Inspiration

It's no lie that money lies at the center of how our ever-increasingly complex and globalised society functions. Already in 1611 humans were trading stocks. Yet to this day not much has changed about who does it and how. Most of the money circulating in the stock market belongs to institutional investors instead of everyday people. We set out to try and change that by creating a simple securities exchange platform that is modern, easy to use and extensible.

What it does

The Rialto platform allows anyone regardless of prior knowledge to get started with trading securities. In less than 10 clicks from a users first visit to the site they are able to have fully traded their first security. Not only does Rialto offer best-in-class simplicity, but uses modern technologies under the hood to allow parallel and real time trades with no extra hassle.

How we built it

Our product consists of 2 separate applications. The first one is the Rialto server, written in JavaScript, which handles everything from authentication to matching buyers and sellers. Real-time communication with the server is made possible through WebSockets which allow a seamless bi-directional flow of data between the client and the server.

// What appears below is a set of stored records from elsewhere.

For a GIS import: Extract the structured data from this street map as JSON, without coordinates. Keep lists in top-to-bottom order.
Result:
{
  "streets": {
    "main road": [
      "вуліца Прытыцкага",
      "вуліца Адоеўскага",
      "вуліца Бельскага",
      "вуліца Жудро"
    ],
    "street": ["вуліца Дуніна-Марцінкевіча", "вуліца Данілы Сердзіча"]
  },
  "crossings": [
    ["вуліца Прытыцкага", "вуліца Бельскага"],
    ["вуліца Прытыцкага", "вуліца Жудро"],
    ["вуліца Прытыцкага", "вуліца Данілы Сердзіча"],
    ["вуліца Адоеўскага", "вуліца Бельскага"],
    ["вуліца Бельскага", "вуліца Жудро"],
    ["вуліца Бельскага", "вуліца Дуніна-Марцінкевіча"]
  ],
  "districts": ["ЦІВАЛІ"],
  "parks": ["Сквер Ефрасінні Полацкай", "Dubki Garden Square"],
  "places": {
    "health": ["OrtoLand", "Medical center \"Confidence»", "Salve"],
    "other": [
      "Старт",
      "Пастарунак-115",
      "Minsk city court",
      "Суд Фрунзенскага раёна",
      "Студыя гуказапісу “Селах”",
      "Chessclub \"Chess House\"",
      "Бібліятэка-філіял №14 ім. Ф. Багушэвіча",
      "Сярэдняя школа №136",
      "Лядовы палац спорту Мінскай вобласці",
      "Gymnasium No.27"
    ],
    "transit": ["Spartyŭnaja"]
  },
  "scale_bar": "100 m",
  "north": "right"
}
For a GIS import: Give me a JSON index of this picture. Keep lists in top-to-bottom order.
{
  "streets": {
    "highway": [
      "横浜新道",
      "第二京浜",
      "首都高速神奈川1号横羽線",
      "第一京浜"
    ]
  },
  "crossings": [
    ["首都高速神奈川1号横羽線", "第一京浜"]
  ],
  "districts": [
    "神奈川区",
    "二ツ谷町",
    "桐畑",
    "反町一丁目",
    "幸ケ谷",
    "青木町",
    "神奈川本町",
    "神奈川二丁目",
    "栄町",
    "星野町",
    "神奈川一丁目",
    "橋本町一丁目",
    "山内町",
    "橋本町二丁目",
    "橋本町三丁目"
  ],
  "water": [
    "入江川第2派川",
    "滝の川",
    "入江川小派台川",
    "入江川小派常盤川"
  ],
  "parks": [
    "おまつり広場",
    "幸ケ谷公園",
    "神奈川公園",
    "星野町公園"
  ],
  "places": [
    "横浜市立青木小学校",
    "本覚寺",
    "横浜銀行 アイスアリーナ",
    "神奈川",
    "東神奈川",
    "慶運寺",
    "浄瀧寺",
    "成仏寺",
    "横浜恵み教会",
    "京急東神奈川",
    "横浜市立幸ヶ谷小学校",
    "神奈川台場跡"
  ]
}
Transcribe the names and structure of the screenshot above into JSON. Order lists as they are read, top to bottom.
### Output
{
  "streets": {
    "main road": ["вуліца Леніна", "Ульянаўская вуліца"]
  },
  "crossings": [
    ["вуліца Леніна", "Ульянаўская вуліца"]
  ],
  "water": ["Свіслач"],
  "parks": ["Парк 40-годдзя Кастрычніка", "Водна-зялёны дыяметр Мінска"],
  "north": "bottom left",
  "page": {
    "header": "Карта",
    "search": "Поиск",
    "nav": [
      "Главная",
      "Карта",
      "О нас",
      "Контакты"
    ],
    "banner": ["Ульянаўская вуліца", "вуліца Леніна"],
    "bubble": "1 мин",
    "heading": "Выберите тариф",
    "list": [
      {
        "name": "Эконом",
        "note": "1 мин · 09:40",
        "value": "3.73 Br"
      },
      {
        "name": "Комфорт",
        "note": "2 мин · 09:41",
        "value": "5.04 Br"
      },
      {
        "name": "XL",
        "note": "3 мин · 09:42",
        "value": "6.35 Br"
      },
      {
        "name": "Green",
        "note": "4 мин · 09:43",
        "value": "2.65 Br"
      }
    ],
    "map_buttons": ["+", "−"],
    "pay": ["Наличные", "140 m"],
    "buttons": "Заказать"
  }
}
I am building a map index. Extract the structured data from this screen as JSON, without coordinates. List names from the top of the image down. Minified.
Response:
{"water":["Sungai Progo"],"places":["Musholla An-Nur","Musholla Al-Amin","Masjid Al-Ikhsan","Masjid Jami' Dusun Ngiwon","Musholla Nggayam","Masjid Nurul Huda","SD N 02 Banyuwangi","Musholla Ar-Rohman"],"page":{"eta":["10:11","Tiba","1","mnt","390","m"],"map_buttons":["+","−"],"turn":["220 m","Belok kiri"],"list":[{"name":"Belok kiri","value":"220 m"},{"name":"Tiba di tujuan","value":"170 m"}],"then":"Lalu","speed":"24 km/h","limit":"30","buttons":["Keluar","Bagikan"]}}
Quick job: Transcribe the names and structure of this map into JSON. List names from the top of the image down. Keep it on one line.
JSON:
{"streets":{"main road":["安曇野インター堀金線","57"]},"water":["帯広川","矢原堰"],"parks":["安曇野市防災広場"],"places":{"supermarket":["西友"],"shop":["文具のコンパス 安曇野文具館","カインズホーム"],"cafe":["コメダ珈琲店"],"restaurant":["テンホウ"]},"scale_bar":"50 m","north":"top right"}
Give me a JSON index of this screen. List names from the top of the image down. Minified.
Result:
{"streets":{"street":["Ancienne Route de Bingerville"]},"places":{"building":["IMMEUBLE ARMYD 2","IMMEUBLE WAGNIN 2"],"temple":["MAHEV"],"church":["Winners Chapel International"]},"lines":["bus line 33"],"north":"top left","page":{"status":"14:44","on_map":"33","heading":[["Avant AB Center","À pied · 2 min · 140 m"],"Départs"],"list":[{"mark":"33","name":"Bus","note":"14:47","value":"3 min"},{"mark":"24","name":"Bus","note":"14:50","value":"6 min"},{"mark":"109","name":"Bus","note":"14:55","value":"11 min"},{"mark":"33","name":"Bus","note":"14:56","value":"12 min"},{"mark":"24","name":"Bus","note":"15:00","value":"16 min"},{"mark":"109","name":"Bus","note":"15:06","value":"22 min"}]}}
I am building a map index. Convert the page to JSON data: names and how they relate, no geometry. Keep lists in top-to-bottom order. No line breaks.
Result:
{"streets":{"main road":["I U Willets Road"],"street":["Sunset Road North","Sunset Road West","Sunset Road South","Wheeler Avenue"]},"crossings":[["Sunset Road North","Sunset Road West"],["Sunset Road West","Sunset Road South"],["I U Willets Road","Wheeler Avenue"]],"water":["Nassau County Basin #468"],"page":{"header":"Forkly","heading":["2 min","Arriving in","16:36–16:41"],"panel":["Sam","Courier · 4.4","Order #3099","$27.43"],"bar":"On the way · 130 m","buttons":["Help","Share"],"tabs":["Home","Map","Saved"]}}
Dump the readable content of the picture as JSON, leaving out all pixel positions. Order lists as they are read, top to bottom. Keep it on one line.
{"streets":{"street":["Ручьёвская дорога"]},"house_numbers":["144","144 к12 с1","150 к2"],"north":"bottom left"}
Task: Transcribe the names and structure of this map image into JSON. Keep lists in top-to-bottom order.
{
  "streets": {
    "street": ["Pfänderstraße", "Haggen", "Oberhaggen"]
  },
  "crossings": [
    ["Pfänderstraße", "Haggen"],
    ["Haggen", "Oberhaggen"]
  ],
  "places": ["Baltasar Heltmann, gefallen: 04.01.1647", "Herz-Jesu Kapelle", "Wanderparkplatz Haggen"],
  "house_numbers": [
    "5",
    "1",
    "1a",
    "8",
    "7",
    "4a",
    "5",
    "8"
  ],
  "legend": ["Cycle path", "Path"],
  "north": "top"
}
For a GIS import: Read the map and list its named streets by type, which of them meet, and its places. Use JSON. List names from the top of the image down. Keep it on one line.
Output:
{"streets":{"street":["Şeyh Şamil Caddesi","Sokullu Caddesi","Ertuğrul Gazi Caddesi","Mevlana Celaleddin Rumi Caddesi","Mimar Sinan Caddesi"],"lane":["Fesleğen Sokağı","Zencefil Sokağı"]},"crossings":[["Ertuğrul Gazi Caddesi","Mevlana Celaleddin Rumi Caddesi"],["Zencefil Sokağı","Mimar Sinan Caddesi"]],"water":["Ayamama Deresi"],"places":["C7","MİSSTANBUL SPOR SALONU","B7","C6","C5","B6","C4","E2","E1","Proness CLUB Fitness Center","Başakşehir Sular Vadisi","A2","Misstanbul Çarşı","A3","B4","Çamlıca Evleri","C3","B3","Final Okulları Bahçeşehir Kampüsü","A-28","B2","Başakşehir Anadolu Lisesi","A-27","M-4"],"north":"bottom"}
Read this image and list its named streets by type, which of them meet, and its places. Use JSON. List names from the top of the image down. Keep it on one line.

The second core component is the Rialto client, which was written in JavaScript and utilises the React framework. The client simply provides a visual interface for all functionalities of the server. This approach technically would allow us to expand our offering to also include ready-made SDKs for developers to automate their trading on the Rialto platform or to also offer mobile applications to our users to allow trading from anywhere, anytime.

Challenges we ran into

Turns out the bidirectional data flow, which the Sockets provide is nice until it's not. Managing the overhead this caused ended up costing us time, but in the end we managed and came up with a solution that we're pretty happy with. However if we were to build this product again from scratch we would opt for a mixed approach where normal HTTP requests are used for applications such as authentication, and single-use data fetching and only using WebSockets for applications where real-time data truly matters such as live securities views.

Accomplishments that we're proud of

We're proud of the progress we made during the 36 hours especially considering our small team size and we're also happy with the flows to trade securities.

What we learned

We learned a lot about WebSockets, relational data, but perhaps the most insightful thing we learned is how far you can get with effective time management.

What's next for Rialto Finance

Hopefully to expand our product's use case to the real world and bring trading to the hands of more people.